WHAT YOU ARE ASKED TO DO: The output should be identical to the entries that follow.

INFORMATION GIVEN:
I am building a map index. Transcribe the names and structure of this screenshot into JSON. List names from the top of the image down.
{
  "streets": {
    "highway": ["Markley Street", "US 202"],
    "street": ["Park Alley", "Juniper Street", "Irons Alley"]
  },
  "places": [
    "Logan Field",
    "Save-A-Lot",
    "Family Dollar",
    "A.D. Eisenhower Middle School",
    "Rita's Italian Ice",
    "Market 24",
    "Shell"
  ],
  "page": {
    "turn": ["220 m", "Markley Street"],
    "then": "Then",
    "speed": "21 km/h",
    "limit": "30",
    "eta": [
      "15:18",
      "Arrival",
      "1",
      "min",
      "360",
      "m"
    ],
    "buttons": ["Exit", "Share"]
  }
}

SOLVED EXERCISE:
I am building a map index. Transcribe the names and structure of this screenshot into JSON. List names from the top of the image down.
{
  "streets": {
    "highway": ["Markley Street", "US 202"],
    "street": ["Park Alley", "Juniper Street", "Irons Alley"]
  },
  "places": [
    "Logan Field",
    "Save-A-Lot",
    "Family Dollar",
    "A.D. Eisenhower Middle School",
    "Rita's Italian Ice",
    "Market 24",
    "Shell"
  ],
  "page": {
    "turn": ["220 m", "Markley Street"],
    "then": "Then",
    "speed": "21 km/h",
    "limit": "30",
    "eta": [
      "15:18",
      "Arrival",
      "1",
      "min",
      "360",
      "m"
    ],
    "buttons": ["Exit", "Share"]
  }
}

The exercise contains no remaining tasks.